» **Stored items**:
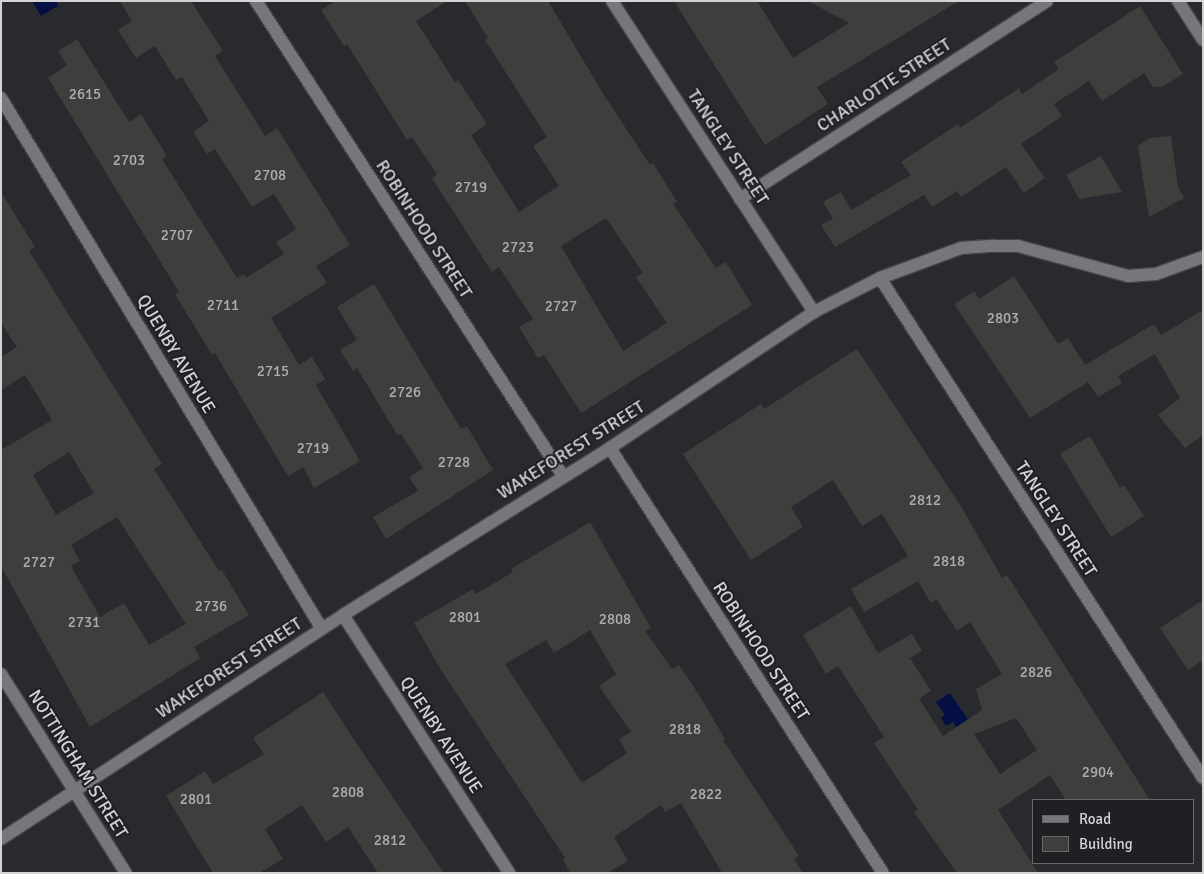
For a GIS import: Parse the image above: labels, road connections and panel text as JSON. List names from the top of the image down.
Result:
{
  "streets": {
    "street": [
      "CHARLOTTE STREET",
      "TANGLEY STREET",
      "ROBINHOOD STREET",
      "QUENBY AVENUE",
      "WAKEFOREST STREET",
      "NOTTINGHAM STREET"
    ]
  },
  "crossings": [
    ["CHARLOTTE STREET", "TANGLEY STREET"],
    ["TANGLEY STREET", "WAKEFOREST STREET"],
    ["ROBINHOOD STREET", "WAKEFOREST STREET"],
    ["QUENBY AVENUE", "WAKEFOREST STREET"],
    ["WAKEFOREST STREET", "NOTTINGHAM STREET"]
  ],
  "house_numbers": [
    "2615",
    "2703",
    "2708",
    "2719",
    "2707",
    "2723",
    "2711",
    "2727",
    "2803",
    "2715",
    "2726",
    "2719",
    "2728",
    "2812",
    "2818",
    "2727",
    "2736",
    "2801",
    "2808",
    "2731",
    "2826",
    "2818",
    "2904",
    "2808",
    "2822",
    "2801",
    "2812"
  ],
  "legend": ["Road", "Building"]
}
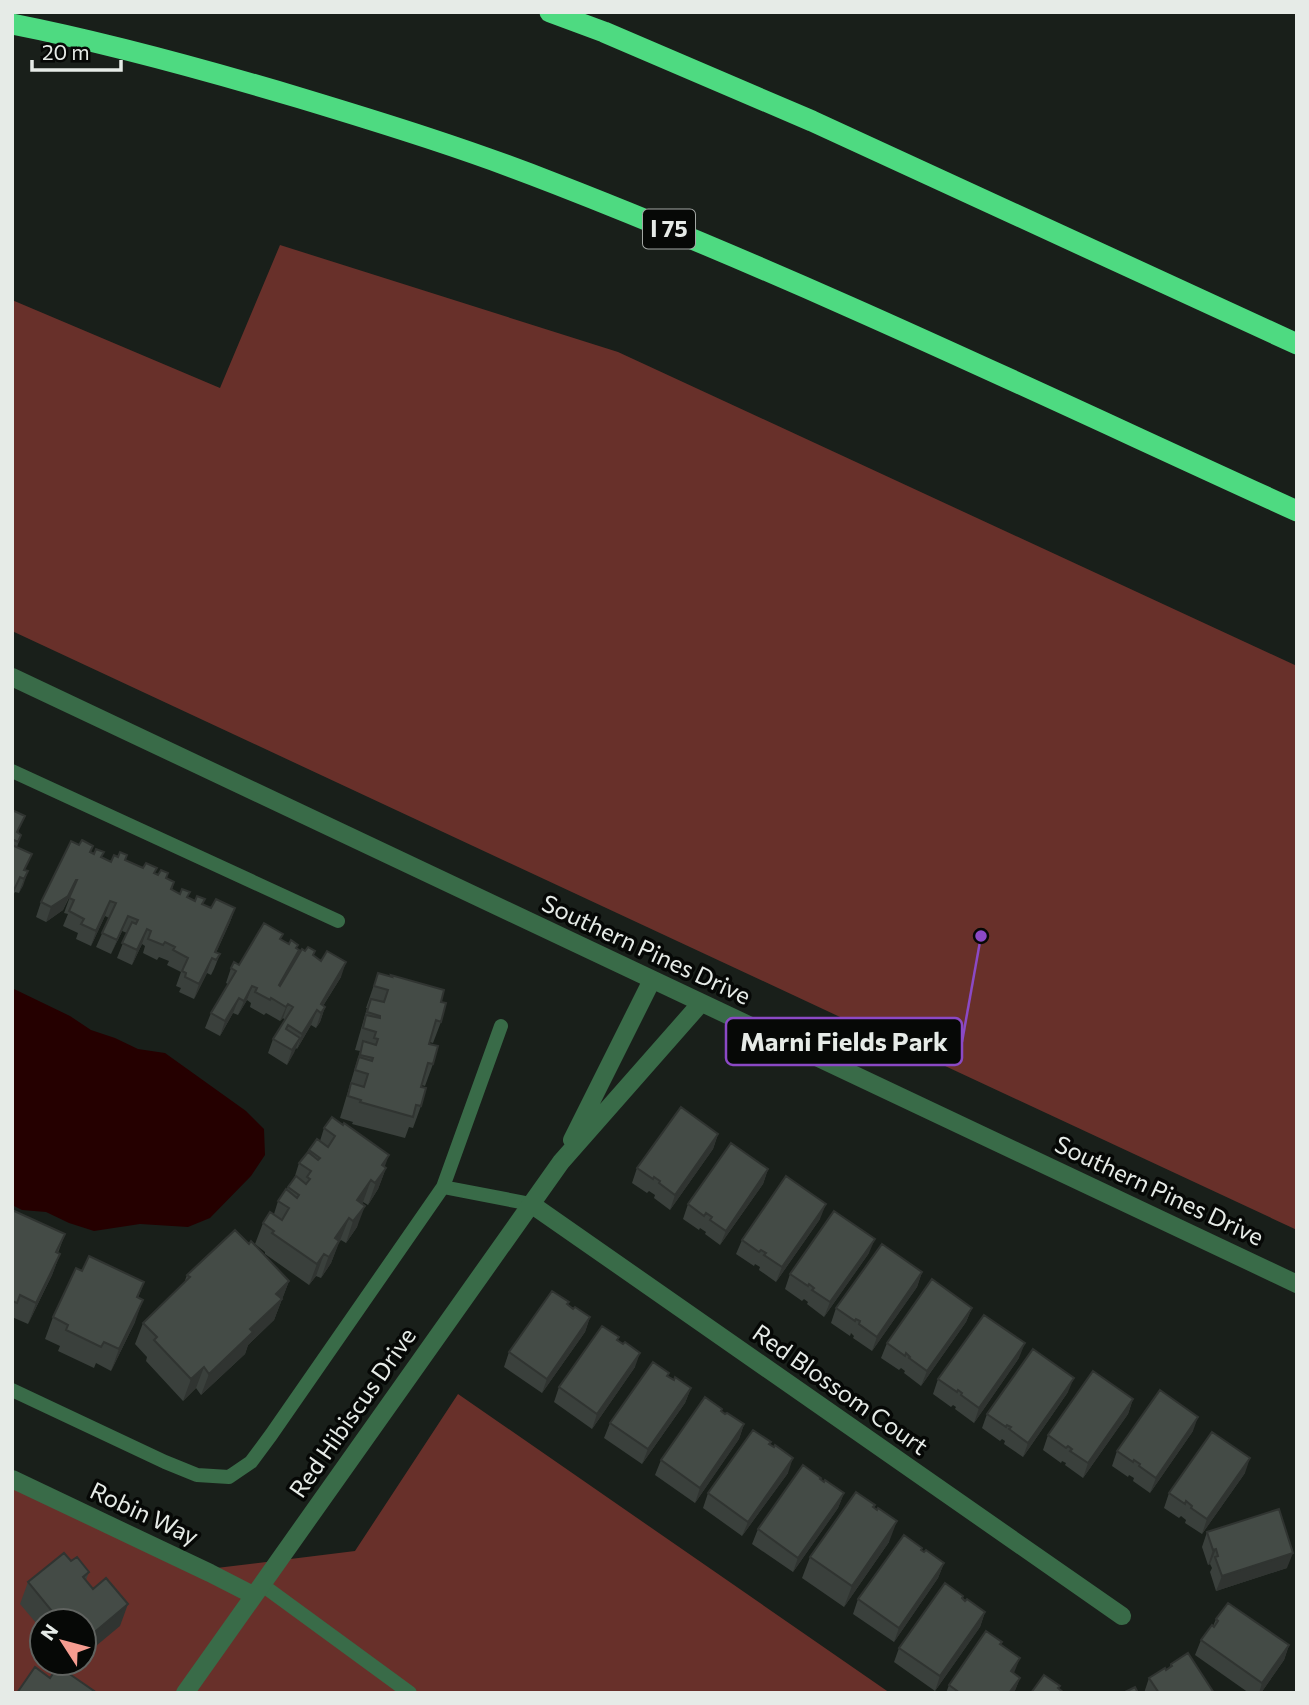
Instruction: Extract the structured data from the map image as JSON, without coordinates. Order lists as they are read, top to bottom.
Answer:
{
  "streets": {
    "highway": ["I 75"],
    "street": [
      "Southern Pines Drive",
      "Red Blossom Court",
      "Red Hibiscus Drive",
      "Robin Way"
    ]
  },
  "crossings": [
    ["Southern Pines Drive", "Red Hibiscus Drive"],
    ["Red Blossom Court", "Red Hibiscus Drive"],
    ["Red Hibiscus Drive", "Robin Way"]
  ],
  "places": ["Marni Fields Park"],
  "scale_bar": "20 m",
  "north": "top left"
}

» **WORK REQUIRED**:
Print the records above verbatim, pictures excluded.

» **SOLUTION TO THE PROBLEM**:
For a GIS import: Parse the image above: labels, road connections and panel text as JSON. List names from the top of the image down.
Result:
{
  "streets": {
    "street": [
      "CHARLOTTE STREET",
      "TANGLEY STREET",
      "ROBINHOOD STREET",
      "QUENBY AVENUE",
      "WAKEFOREST STREET",
      "NOTTINGHAM STREET"
    ]
  },
  "crossings": [
    ["CHARLOTTE STREET", "TANGLEY STREET"],
    ["TANGLEY STREET", "WAKEFOREST STREET"],
    ["ROBINHOOD STREET", "WAKEFOREST STREET"],
    ["QUENBY AVENUE", "WAKEFOREST STREET"],
    ["WAKEFOREST STREET", "NOTTINGHAM STREET"]
  ],
  "house_numbers": [
    "2615",
    "2703",
    "2708",
    "2719",
    "2707",
    "2723",
    "2711",
    "2727",
    "2803",
    "2715",
    "2726",
    "2719",
    "2728",
    "2812",
    "2818",
    "2727",
    "2736",
    "2801",
    "2808",
    "2731",
    "2826",
    "2818",
    "2904",
    "2808",
    "2822",
    "2801",
    "2812"
  ],
  "legend": ["Road", "Building"]
}
Instruction: Extract the structured data from the map image as JSON, without coordinates. Order lists as they are read, top to bottom.
Answer:
{
  "streets": {
    "highway": ["I 75"],
    "street": [
      "Southern Pines Drive",
      "Red Blossom Court",
      "Red Hibiscus Drive",
      "Robin Way"
    ]
  },
  "crossings": [
    ["Southern Pines Drive", "Red Hibiscus Drive"],
    ["Red Blossom Court", "Red Hibiscus Drive"],
    ["Red Hibiscus Drive", "Robin Way"]
  ],
  "places": ["Marni Fields Park"],
  "scale_bar": "20 m",
  "north": "top left"
}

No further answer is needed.